The rhythm- and pattern-generators can be differentiated electrophysiologically. Type-1 neurons are putatively rhythmogenic. They activate with a ramp-like summation of synaptic potentials 300–500 ms prior to the onset of a large-magnitude inspiratory burst16,17. Type-1 neurons express A-type transient K+ current (IA). The blockade of IA destabilizes the inspiratory rhythm and overall preinspiratory activity in vitro18. Type-2 neurons are putatively specialized for generating the output pattern. They activate ~300 ms later than Type-116,17 and express hyperpolarization-activated mixed cationic current (Ih), whose manipulation affects motor output19.

We differentiated Type-1 and Type-2 neurons electrophysiologically during whole-cell patch-clamp recordings. Despite the well characterized disparity between types, some neurons exhibit ambiguous physiology and cannot be reliably classified; we call those Unknown but nonetheless consider them important for breathing because they are in the preBötC and are rhythmically active in phase with inspiration in vitro. We retrieved cytoplasmic contents and performed next-generation RNA sequencing on 10 samples: four Type-1 neurons (three from Dbx1-expressing precursors and one obtained from a CD-1 wild-type mouse without a Dbx1 reporter), one Type-2 neuron from a Dbx1-expressing precursor, as well as 5 Unknown neurons from CD-1 wild-type mice. All the neurons were recorded and RNA extracted within two months and sent for next-generation sequencing together.

Methods

Mice

The Institutional Animal Care and Use Committee at William & Mary approved these protocols, which conform to the policies of the Office of Laboratory Animal Welfare (National Institutes of Health, Bethesda, MD, USA) and the guidelines of the National Research Council20. CD-1 mice (Charles River, Wilmington, MA) and genetically modified mice (described below) were maintained on a 14-hour light/10-hour dark cycle at 23 °C and were fed ad libitum with free access to water.

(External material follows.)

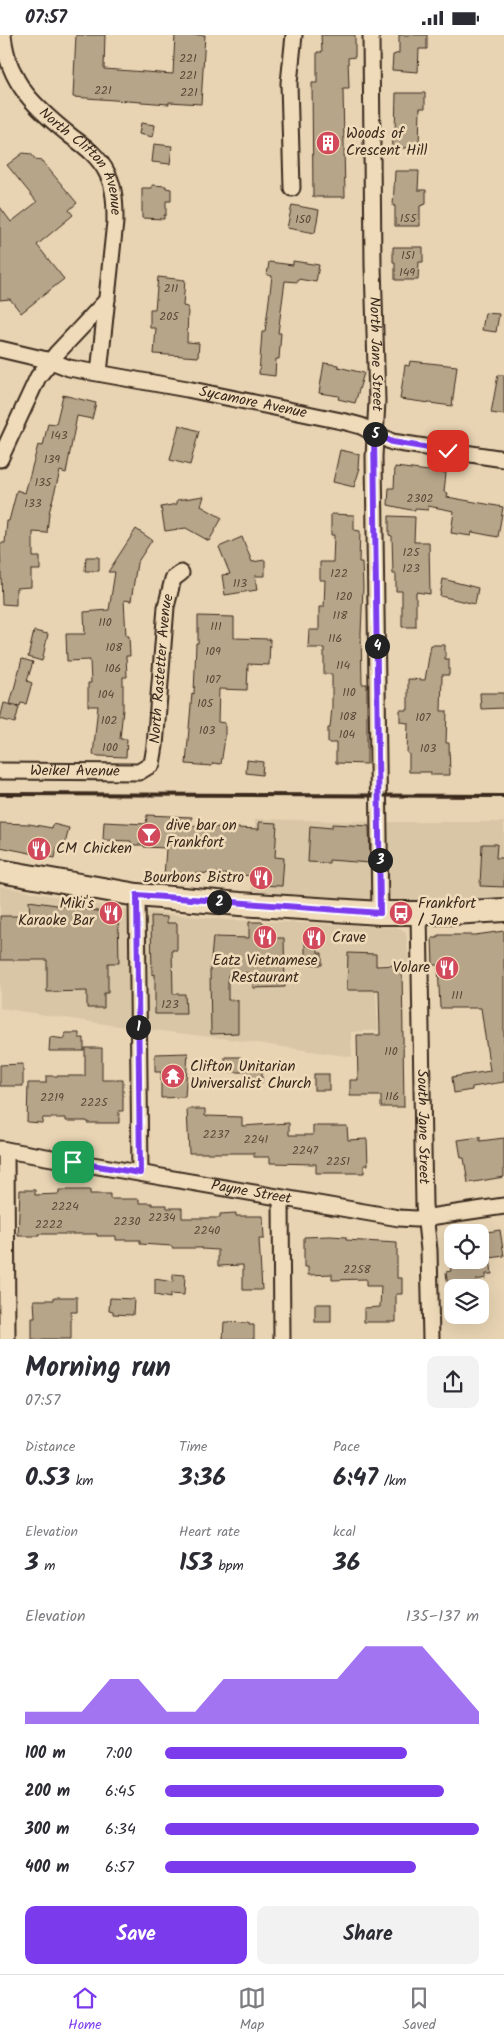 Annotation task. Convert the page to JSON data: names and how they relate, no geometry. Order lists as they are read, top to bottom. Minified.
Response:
{"streets":{"street":["North Clifton Avenue","North Jane Street","Sycamore Avenue","North Rastetter Avenue","Weikel Avenue","South Jane Street","Payne Street"]},"crossings":[["North Clifton Avenue","Sycamore Avenue"],["North Jane Street","Sycamore Avenue"],["North Rastetter Avenue","Weikel Avenue"],["South Jane Street","Payne Street"]],"places":{"building":["Woods of Crescent Hill"],"bar":["dive bar on Frankfort"],"restaurant":["CM Chicken","Bourbons Bistro","Miki's Karaoke Bar","Eatz Vietnamese Restaurant","Crave","Volare"],"bus stop":["Frankfort / Jane"],"temple":["Clifton Unitarian Universalist Church"]},"house_numbers":["221","221","221","221","155","150","151","149","211","205","143","139","135","2302","133","125","123","122","113","120","118","110","111","116","108","109","114","106","107","110","104","105","108","107","102","103","104","100","103","111","123","110","116","2219","2225","2237","2241","2247","2251","2224","2234","2230","2222","2240","2258"],"page":{"status":"07:57","pins":["5","4","3","2","1"],"heading":["Morning run","07:57"],"stats":[["Distance","0.53 km"],["Time","3:36"],["Pace","6:47 /km"],["Elevation","3 m"],["Heart rate","153 bpm"],["kcal","36"]],"chart":["Elevation","135–137 m"],"list":[{"name":"100 m","note":"7:00"},{"name":"200 m","note":"6:45"},{"name":"300 m","note":"6:34"},{"name":"400 m","note":"6:57"}],"buttons":["Save","Share"],"tabs":["Home","Map","Saved"]}} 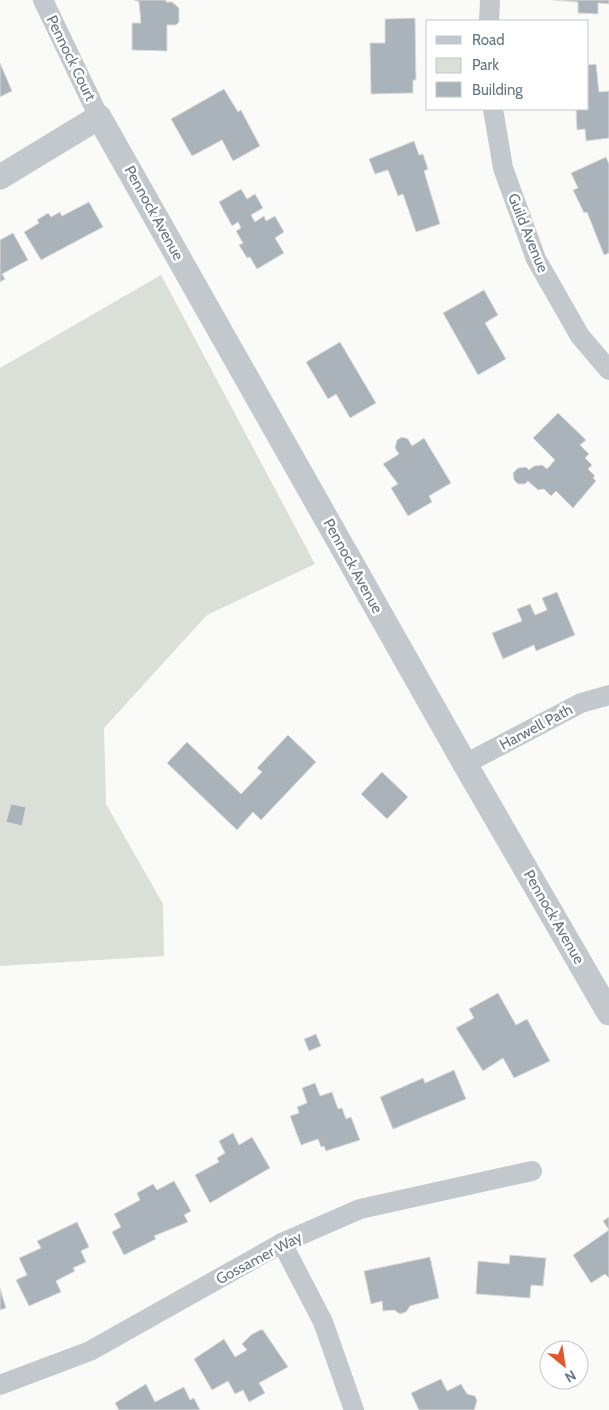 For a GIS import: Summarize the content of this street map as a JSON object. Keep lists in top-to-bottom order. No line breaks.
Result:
{"streets":{"street":["Pennock Court","Pennock Avenue","Guild Avenue","Harwell Path","Gossamer Way"]},"crossings":[["Pennock Court","Pennock Avenue"],["Pennock Avenue","Harwell Path"]],"legend":["Road","Park","Building"],"north":"bottom right"}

Experiments employed CD-1 mice or an intersectional mouse model dubbed Dbx1;Ai148. Regarding nomenclature for the intersectional model, the first part refers to Dbx1Cre mice (IMSR Cat# EM:01924, RRID:IMSR_EM:01924) that express Cre recombinase driven by the Dbx1 promoter21. The second part, Ai148 (IMSR Cat# JAX:030328, RRID:IMSR_JAX:030328), refers to Cre-responder mice created by the Allen Brain Institute that express the fluorescent Ca2+ indicator GCaMP6f following Cre-mediated recombination of floxed alleles22. We crossed Dbx1Cre female mice with Ai148 males to produce offspring with GCaMP6f expression in Dbx1-derived neurons.

Slice preparations

We cleaned all working spaces with RNase ZAP (Thermo Fisher, Waltham, MA) before each experiment. Tools and glassware were autoclaved or cleaned with RNase ZAP and then rinsed with nuclease-free water (NFW).

We anesthetized CD-1 or Dbx1;Ai148 pups (aged 0–3 postnatal days, i.e., P0-3) by hypothermia as directed by the American Veterinary Medical Association (AVMA, Schaumburg, IL) guidelines version 2020.0.1, which is licensed under the Creative Commons Attribution-Non-Commercial-NoDerivs 3.0. We removed the neuraxis from the pons to the cervical spinal cord in 2 min and placed it into ice-cold artificial cerebrospinal fluid (aCSF) containing (in mM): 124 NaCl, 3 KCl, 1.5 CaCl2, 1 MgSO4, 25 NaHCO3, 0.5 NaH2PO4, and 30 dextrose. aCSF was prepared ahead of time in an RNase-free environment and then bubbled with 95% O2 and 5% CO2 throughout the experiments. The neuraxis was trimmed to isolate the brainstem and then glued to the dorsal surface of an agar block, and then positioned in a vise within a vibratome (Campden Instruments 7000 smz-2, Leicester, UK) filled with ice-cold aCSF aerated by 95% O2 and 5% CO2. We cut a transverse slice 450–500 µm thick with preBötC on its rostral surface23. The slice was employed for not more than 3 hours to avoid degradation and contamination of cytoplasmic genetic contents.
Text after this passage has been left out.